Il casatiello pasquale croce e delizia dei napoletani in queste festività

E’ tradizione antichissima ormai che, per le festività pasquali, sulle tavole dei napoletani ma anche su quelle dei campani, non manchi assolutamente il cosiddetto casatiello salato, o tortano che dir si voglia. Si tratta, in realtà, di una sorta di torta rustica con molti ingredienti ricchi di calorie, a base di uova, salame, provola, o provolone, parmigiano reggiano, pecorino, sale e pepe che viene poi infornata per la lievitazione e quindi gustata, con annessi e connessi, in particolare nel giorno del lunedì in albis o Pasquetta, allorché è tipico portarselo appresso, da casa, nei rituali pic nic all’aperto di questa festività.

Il casatiello è un pane imbottito che ha anche delle origini risalenti alla religione cristiana; esso, infatti, rappresenta la corona di spine del Crocifisso. Di solito sulle tavole partenopee appare il sabato santo ed è spesso accompagnato da fave, soppressata e ricotta salata. Tutto ciò, che poi avanza,  si mangia, come detto, alla gita fuori porta del giorno dopo la Pasqua. Questo prelibato alimento che attira le attenzioni di tutti i buongustai è si, una delizia per il palato ma, nello stesso tempo, diventa una croce, dal momento che la linea, una volta mangiato, non ne sarà contenta, dato il consistente apporto calorico di un casatiello che prevede parti grasse e unte di qualità, ma anche di tantissima sostanza.

Ma tant’è, poco importa, l’estate è ancora un tantinello lontana per cui, la prova costume si può rimandare, per godersi l’ultimo sgarro, al nostro metabolismo di questa festa primaverile, prima dell’arrivo della bella stagione, dato che il nostro fisico potrà sopportare, certamente, un ultimo “sacrificio”. C’è dare dire, però, che la preparazione di questo casatiello napoletano richiede molto impegno e molto tempo, visto che non si fa tutto in un solo giorno.

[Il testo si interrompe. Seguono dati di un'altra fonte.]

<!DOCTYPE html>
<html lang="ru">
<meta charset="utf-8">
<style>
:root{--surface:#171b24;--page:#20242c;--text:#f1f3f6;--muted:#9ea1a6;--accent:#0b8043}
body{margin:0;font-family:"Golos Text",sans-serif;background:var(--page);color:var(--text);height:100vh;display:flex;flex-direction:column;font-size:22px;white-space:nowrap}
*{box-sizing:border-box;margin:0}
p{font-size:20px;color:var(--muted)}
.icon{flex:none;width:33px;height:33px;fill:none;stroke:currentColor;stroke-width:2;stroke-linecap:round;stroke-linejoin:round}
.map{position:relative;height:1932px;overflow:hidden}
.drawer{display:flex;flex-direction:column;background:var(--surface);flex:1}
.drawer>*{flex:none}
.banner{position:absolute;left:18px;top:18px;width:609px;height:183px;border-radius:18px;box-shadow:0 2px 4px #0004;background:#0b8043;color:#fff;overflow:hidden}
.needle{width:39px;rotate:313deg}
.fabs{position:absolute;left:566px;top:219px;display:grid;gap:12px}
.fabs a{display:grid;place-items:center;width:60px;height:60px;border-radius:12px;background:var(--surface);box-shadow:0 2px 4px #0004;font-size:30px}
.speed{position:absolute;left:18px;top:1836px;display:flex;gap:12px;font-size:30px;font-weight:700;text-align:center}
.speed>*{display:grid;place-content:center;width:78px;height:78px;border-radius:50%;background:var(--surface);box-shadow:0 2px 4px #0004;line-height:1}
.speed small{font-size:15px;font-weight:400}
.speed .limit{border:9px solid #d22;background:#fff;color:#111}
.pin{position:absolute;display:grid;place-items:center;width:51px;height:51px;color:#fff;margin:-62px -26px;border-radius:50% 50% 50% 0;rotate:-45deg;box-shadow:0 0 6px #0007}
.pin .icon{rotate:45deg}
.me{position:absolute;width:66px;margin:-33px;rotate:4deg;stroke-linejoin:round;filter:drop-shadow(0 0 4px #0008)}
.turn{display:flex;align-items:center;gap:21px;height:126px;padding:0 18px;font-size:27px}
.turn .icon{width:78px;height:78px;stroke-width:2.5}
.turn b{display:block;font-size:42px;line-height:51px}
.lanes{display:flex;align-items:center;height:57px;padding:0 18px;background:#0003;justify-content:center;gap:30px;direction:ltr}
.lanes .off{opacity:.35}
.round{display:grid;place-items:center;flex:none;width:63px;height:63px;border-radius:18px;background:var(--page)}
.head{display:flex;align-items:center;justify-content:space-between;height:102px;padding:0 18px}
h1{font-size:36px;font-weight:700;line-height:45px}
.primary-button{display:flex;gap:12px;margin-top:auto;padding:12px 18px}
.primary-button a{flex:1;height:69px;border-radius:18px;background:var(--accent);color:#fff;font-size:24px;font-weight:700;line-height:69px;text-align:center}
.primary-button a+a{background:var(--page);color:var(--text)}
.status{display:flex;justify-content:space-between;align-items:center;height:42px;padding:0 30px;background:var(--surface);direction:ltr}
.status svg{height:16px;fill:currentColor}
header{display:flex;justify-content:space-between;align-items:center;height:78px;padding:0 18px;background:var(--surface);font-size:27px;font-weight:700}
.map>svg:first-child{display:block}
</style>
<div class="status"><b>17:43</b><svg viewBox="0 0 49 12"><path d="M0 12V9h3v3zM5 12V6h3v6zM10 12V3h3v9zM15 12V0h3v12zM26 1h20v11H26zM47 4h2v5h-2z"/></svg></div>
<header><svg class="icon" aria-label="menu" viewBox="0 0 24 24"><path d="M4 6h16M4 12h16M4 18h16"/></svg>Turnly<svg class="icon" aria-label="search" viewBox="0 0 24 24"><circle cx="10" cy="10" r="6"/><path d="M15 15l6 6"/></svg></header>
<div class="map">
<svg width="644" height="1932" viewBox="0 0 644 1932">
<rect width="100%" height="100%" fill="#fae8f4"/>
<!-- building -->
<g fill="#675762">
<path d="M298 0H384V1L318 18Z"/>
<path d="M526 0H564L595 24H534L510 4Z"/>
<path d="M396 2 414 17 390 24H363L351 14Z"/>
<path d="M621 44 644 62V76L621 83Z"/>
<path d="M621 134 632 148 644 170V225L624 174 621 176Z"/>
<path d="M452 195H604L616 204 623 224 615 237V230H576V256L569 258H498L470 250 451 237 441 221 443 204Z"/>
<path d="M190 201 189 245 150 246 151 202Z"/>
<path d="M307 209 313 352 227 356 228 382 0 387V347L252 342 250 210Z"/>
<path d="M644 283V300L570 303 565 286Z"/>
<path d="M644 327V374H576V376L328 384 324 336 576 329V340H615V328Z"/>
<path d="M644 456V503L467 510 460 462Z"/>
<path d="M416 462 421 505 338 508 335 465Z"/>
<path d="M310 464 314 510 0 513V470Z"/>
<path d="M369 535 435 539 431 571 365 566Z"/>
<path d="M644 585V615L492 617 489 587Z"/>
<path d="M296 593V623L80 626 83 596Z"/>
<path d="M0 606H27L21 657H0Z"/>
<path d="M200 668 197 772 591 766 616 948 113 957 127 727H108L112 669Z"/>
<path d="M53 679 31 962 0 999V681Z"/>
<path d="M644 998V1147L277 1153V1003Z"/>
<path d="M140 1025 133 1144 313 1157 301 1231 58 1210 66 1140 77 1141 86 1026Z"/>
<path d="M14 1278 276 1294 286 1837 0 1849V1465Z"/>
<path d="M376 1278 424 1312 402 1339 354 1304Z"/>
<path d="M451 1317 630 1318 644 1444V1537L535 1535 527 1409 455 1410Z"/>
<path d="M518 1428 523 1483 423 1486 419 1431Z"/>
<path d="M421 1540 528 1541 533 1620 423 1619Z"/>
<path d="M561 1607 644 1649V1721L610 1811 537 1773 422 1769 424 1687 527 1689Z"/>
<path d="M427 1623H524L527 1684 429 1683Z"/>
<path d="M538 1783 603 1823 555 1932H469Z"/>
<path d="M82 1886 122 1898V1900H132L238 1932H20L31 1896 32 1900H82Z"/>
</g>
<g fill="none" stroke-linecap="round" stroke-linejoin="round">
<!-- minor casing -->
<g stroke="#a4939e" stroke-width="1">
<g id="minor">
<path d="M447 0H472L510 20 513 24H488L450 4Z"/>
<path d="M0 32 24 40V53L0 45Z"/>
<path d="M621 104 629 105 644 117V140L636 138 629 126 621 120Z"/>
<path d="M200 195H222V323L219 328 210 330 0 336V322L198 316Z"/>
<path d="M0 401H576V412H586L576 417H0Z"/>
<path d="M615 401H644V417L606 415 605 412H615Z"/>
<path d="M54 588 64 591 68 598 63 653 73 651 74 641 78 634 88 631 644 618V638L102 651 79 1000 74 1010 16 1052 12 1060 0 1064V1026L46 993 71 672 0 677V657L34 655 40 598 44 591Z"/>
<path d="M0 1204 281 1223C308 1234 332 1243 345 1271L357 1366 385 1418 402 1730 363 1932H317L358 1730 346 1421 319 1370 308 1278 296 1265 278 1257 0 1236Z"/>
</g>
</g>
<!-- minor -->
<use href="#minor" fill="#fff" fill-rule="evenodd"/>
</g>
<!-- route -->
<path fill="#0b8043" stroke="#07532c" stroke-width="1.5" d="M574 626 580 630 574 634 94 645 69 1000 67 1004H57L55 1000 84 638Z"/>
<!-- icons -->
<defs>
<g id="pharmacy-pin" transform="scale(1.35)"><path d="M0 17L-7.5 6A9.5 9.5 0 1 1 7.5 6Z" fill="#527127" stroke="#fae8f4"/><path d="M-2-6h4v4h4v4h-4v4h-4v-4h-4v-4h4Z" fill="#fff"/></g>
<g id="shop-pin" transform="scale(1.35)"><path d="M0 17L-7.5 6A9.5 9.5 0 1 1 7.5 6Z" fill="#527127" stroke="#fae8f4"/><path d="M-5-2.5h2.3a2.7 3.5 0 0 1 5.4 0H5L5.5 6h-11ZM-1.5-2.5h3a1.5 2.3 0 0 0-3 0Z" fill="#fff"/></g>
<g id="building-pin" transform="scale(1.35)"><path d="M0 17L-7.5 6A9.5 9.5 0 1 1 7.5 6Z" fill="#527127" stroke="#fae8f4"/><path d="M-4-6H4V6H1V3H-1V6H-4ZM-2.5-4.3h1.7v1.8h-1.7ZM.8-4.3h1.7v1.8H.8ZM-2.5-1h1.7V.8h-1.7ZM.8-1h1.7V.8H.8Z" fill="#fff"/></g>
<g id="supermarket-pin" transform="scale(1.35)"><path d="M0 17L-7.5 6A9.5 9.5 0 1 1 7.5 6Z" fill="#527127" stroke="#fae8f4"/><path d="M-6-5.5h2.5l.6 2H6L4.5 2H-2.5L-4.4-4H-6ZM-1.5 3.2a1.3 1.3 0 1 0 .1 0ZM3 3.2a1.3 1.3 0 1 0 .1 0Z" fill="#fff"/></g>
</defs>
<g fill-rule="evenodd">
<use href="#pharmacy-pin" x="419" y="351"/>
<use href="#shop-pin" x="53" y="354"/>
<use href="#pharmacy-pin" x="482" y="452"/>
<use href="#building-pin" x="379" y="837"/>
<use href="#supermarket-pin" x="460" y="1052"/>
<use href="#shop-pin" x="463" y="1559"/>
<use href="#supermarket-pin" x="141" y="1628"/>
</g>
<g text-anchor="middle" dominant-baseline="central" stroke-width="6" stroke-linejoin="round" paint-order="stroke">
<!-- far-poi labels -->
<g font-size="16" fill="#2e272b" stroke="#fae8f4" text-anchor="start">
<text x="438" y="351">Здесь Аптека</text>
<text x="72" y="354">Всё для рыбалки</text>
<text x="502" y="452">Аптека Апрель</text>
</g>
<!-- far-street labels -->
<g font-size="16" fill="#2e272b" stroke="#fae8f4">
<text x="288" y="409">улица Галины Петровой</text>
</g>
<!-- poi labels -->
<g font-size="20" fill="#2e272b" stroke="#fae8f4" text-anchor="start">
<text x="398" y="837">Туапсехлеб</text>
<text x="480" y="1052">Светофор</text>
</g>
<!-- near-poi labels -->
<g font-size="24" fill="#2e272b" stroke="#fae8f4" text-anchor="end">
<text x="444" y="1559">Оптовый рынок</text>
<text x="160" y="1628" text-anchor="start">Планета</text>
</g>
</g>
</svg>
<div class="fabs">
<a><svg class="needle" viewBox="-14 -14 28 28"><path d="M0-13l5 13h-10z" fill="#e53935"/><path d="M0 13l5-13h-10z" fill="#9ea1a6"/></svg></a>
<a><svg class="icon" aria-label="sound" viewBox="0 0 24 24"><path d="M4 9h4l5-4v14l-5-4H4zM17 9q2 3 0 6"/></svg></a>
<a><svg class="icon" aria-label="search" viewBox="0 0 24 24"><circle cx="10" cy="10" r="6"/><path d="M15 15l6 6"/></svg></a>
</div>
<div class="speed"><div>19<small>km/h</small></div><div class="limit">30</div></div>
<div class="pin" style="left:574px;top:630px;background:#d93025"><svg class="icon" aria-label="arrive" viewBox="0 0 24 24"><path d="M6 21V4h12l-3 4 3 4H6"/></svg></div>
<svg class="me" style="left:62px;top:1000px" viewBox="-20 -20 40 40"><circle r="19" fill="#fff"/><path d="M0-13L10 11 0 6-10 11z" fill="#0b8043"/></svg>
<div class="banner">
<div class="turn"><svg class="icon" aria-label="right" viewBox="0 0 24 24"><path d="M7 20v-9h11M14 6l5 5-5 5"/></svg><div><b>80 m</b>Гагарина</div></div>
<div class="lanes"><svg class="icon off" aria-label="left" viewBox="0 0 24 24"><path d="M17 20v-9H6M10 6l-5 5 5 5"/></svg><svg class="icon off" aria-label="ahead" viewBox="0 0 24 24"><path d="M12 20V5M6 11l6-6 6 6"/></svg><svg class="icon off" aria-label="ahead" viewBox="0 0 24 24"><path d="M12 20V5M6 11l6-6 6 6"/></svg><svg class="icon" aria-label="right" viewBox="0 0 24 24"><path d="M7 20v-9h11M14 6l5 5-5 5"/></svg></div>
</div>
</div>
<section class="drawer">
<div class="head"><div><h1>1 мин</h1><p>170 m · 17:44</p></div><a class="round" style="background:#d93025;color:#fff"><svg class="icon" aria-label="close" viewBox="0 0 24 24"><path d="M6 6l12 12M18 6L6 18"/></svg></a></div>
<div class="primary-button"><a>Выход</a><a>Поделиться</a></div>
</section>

Ma ecco come si prepara il tipico alimento pasquale: preso un kg di farina, si impasta con acqua, sale e un panetto di lievito. Si lascia lievitare per tutta la notte, al calduccio, coprendo il tutto  con un panno di lana. La mattina dopo, si amalgamano 300 gr. di sugna o strutto seguendo il segreto di questa preparazione.

Infatti, il grasso deve essere pizzicato sulla pasta. In tal modo, lavorando la pasta pizzicata con il grasso, gli strati si strutto s’intrecceranno in un connubio di farina unico. Stesa in maniera uniforme fino ai bordi, la pasta, occorrono degli altri ingredienti. Bisogna aggiungere un 200 gr di formaggio  pecorino e di provola stagionata tagliata a dadini, quindi 300 gr. di salame piccante a tocchetti. Poi si arrotola il tutto, in una teglia a forma di ciambella.

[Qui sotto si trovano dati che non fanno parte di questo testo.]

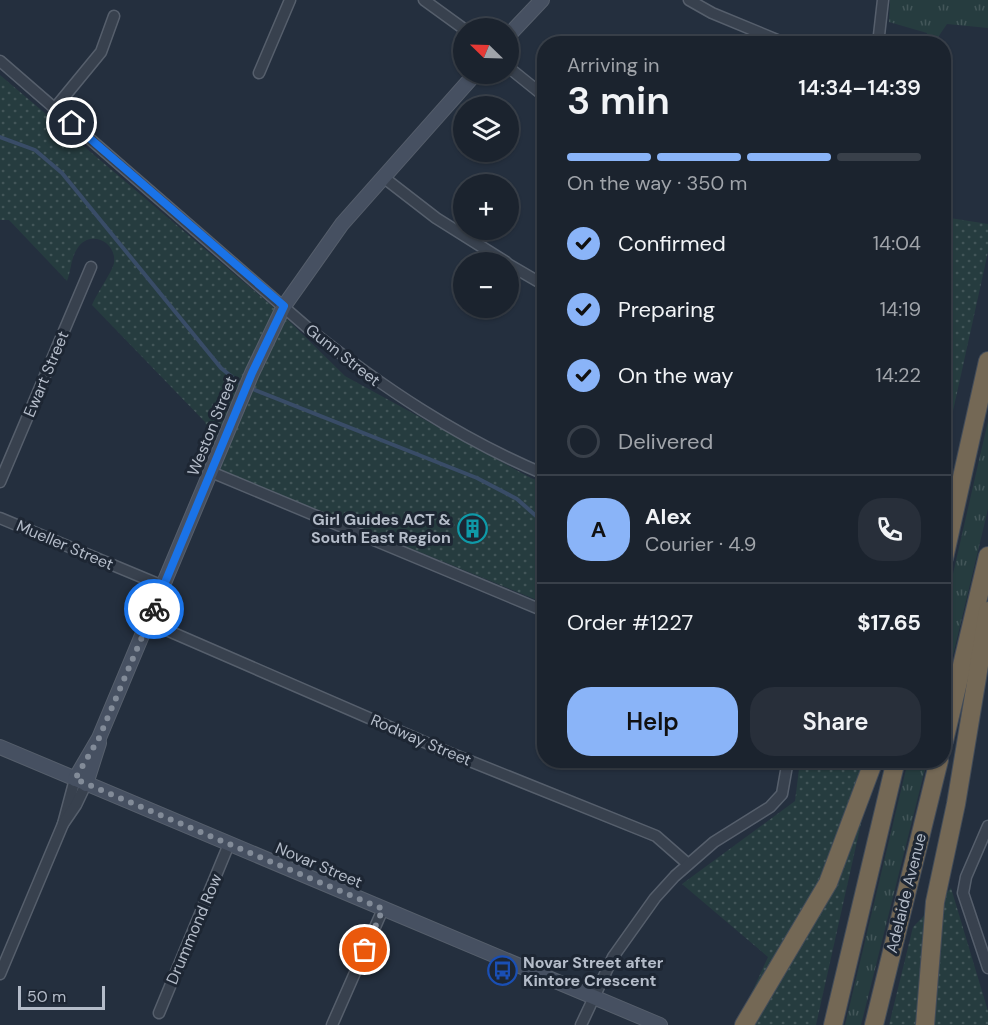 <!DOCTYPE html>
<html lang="en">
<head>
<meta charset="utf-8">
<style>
	body { margin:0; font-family:"DM Sans",sans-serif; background:#282f3a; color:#f1f3f6; height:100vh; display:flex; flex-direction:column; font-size:22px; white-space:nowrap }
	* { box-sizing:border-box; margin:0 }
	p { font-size:20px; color:#a0a4aa }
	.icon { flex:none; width:33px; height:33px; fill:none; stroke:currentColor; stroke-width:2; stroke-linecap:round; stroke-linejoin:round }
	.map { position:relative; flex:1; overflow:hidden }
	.sheet { position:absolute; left:537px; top:36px; width:414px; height:732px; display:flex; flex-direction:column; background:#1b232e; border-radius:24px; box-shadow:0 2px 4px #0004,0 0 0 2px #39404a }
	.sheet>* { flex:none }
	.needle { width:39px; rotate:293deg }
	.controls { position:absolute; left:453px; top:18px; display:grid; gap:12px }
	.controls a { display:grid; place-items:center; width:66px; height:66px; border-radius:50%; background:#1b232e; box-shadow:0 2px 4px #0004,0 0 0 2px #39404a; font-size:30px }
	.scale { position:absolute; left:18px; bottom:15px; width:87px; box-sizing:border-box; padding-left:6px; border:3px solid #b4bcc9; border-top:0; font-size:16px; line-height:21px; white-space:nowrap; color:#b4bcc9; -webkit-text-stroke:4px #1d2633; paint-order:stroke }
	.pin { position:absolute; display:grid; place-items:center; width:51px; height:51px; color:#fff; margin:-26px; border:3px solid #fff; border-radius:50%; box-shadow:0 2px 6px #0007 }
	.courier { position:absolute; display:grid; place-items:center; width:60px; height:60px; margin:-30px; border:4px solid #1a73e8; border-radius:50%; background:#fff; color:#222; box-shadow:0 2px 8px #0007 }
	.head em { font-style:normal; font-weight:600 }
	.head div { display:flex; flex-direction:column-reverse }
	.head { display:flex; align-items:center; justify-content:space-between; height:102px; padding:0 30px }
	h1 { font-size:39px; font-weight:600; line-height:45px }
	.bar { display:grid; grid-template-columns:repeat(4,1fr); gap:9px 6px; align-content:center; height:72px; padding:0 30px }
	.bar i { height:8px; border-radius:4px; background:#39404a }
	.bar .on { background:#8ab4f8 }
	.bar p { grid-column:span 4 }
	.line { display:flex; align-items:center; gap:15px; padding:0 30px; border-top:2px solid #39404a }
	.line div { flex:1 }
	.round { display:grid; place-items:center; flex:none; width:63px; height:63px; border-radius:24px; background:#282f3a }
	ol { padding:0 30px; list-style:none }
	li { display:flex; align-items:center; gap:18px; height:66px }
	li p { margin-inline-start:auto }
	li .icon { padding:6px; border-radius:50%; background:#8ab4f8; color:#111; stroke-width:4 }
	li:last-child { color:#a0a4aa }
	li i { width:33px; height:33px; border:3px solid #39404a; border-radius:50% }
	.cta { display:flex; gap:12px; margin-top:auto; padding:12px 30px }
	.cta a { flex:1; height:69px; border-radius:24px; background:#8ab4f8; color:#111; font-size:24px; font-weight:600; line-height:69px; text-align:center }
	.cta a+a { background:#282f3a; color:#f1f3f6 }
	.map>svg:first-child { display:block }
	.grass { fill:url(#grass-tufts) }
	.park { fill:url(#park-dots) }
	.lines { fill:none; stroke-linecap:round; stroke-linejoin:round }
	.stream { stroke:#394c67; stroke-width:4 }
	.street-casing { stroke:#565f6c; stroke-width:13 }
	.secondary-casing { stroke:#565f6c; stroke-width:16 }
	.highway-casing { stroke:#434c59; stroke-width:20 }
	.street { stroke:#38414e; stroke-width:10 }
	.secondary { stroke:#465061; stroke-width:14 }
	.highway { stroke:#746855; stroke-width:18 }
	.done { stroke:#828b98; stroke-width:6; stroke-dasharray:0 10.8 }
	.route { stroke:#1a73e8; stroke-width:8 }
	.labels { text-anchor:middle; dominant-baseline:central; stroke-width:6; stroke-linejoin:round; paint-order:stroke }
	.street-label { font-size:16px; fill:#b4bcc9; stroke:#1d2633 }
	.poi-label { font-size:16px; font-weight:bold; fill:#b4bcc9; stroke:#1d2633; text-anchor:end }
</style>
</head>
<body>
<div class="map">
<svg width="988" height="1025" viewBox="0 0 988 1025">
	<defs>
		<pattern id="grass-tufts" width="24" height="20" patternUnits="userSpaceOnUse" patternTransform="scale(1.5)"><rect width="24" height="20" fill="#263c3f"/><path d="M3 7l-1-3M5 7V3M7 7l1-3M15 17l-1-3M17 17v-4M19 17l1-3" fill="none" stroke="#435659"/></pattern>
		<pattern id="park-dots" width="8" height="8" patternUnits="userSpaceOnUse" patternTransform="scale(1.5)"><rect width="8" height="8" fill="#263c3f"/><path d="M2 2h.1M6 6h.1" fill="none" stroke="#435659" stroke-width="1.8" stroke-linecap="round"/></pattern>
	</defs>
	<rect width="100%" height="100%" fill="#242f3e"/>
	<g class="grass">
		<path d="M890,0H988V28L947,24L934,43H926L927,33L889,22Z"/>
		<path d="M988,421V509L944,693V613Z"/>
		<path d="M908,761H927L861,1025H845Z"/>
	</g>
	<g class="park">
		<path d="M0,75L286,318L345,376L531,478L544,483V603L220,470L205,422L92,305C97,293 112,272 114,263C117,241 89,229 77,249C71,258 71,271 67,281L9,220H0Z"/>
		<path d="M944,217L988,224V252L944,452Z"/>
		<path d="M800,761H875L816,1025H746L741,1016L768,957L682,884L795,801Z"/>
		<path d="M951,888L988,1011V1025H889L913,927Z"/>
	</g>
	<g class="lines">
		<g class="stream">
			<path d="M0,137L35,150L62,173L221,368L243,386"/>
			<path d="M250,388L477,478L517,499L544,523"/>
		</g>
		<defs>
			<g id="street">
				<path d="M424,0L464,29"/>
				<path d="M689,0L712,13L787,44"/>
				<path d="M878,44L883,0"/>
				<path d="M0,61L309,329C382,387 458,438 544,474"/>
				<path d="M508,67L544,96"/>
				<path d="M259,73L290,0"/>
				<path d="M55,108L101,52L114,16"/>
				<path d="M383,177L436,218L506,262"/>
				<path d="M508,264L544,285"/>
				<path d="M211,472L544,611"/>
				<path d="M0,482L91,267"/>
				<path d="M0,518L163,586"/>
				<path d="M148,622L445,751L656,836L688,864"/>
				<path d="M63,824L75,779"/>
				<path d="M988,826L966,877L963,893L988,968"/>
				<path d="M0,974L63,824L76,805L86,784"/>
				<path d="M159,1013L229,844"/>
				<path d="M332,1025L383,909"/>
				<path d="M581,1025L613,957L655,898L675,876L714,842L770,807L782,794L788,760"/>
			</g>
			<g id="secondary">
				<path d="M508,36L542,0"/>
				<path d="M0,747L660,1025"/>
				<path d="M75,779L99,738L252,373L284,306L342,224L475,74"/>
				<path d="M86,784L99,743"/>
			</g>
			<g id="highway">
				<path d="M944,558L988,361"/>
				<path d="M944,741L988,556"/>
				<path d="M744,1025L828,883L874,760"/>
				<path d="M833,1025L896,760"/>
				<path d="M874,1025L939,760"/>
				<path d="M925,1025L935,902L956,804L988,611"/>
			</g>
		</defs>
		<use href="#street" class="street-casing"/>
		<use href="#secondary" class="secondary-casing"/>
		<use href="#highway" class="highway-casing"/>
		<use href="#street" class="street"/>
		<use href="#secondary" class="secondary"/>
		<use href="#highway" class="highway"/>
	</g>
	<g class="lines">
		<path class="done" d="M154,609L99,738L75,779L383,909L365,950"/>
		<path class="route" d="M72,123L284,306L252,373L154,609"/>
	</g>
	<defs>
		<symbol id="building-ring" viewBox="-11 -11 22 22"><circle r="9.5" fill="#1d2633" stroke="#0f9aa8" stroke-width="1.5"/><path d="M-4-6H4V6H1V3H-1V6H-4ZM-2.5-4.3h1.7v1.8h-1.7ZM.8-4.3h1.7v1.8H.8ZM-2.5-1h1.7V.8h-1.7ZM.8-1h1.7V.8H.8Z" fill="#0f9aa8"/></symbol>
		<symbol id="bus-ring" viewBox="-11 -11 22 22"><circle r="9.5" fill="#1d2633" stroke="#1a4fb4" stroke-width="1.5"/><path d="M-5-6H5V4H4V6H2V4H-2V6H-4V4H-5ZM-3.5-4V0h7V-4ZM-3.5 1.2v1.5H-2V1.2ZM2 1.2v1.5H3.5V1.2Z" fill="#1a4fb4"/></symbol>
	</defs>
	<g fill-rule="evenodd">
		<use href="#building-ring" x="456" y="512" width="33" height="33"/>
		<use href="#bus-ring" x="486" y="954" width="33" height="33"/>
	</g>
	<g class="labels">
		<g class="street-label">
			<text transform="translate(343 355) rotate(38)">Gunn Street</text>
			<text transform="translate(46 374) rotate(-67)">Ewart Street</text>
			<text transform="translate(212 426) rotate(-68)">Weston Street</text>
			<text transform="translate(65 545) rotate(23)">Mueller Street</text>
			<text transform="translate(421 740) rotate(23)">Rodway Street</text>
			<text transform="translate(319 865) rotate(23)">Novar Street</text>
			<text transform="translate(906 893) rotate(-76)">Adelaide Avenue</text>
			<text transform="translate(194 929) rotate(-67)">Drummond Row</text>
		</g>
		<g class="poi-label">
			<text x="451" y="519">Girl Guides ACT &amp;<tspan x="451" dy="18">South East Region</tspan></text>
			<text x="523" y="962" text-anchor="start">Novar Street after<tspan x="523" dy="18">Kintore Crescent</tspan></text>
		</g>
	</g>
</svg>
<div class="controls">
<a><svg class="needle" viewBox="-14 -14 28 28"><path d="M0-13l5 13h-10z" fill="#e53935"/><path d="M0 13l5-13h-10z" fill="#a0a4aa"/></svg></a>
<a><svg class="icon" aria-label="layers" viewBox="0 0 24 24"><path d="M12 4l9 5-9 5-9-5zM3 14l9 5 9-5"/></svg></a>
<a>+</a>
<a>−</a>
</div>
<div class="scale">50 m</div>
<div class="pin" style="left:365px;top:950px;background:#ea580c"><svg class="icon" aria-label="bag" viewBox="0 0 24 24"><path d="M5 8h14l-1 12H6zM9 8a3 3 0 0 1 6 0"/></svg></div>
<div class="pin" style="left:72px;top:123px;background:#1f2937"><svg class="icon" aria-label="home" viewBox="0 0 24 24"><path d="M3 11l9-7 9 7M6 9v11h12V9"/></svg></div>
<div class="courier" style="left:154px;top:609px"><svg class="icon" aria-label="bike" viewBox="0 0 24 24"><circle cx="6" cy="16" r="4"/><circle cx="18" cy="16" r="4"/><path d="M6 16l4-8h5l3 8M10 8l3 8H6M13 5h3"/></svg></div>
<section class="sheet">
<div class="head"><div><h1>3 min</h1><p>Arriving in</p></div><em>14:34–14:39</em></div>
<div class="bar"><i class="on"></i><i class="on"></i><i class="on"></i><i></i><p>On the way · 350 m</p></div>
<ol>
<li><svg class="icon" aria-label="check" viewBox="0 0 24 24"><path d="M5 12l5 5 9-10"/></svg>Confirmed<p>14:04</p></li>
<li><svg class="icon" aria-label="check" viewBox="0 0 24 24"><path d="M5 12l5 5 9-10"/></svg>Preparing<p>14:19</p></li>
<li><svg class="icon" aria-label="check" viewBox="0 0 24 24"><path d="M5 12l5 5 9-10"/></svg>On the way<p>14:22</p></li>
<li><i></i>Delivered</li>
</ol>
<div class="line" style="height:108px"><b class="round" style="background:#8ab4f8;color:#111">A</b><div><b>Alex</b><p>Courier · 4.9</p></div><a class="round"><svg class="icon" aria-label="phone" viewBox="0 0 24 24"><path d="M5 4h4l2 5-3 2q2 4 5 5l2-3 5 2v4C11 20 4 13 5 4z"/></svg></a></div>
<div class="line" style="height:78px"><div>Order #1227</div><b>$17.65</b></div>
<div class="cta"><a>Help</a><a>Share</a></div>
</section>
</div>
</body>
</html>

La nostra torta salata dovrà essere ricoperta, infine, da cinque uova fresche, senza togliere il guscio  che, in seguito, saranno sigillate con le croci religiose intrecciate con un residuo di pasta. L’ultimo passaggio, vuole, ancora, una seconda lievitazione nella teglia a ciambella, per un tempo di 15 ore all’incirca. Inoltre il tortano dovrà cuocere in un forno elettrico, già caldo, a 180 gradi, per un’ora buona.

Solo allora il nostro appetitoso casatiello sarà pronto per essere addentato!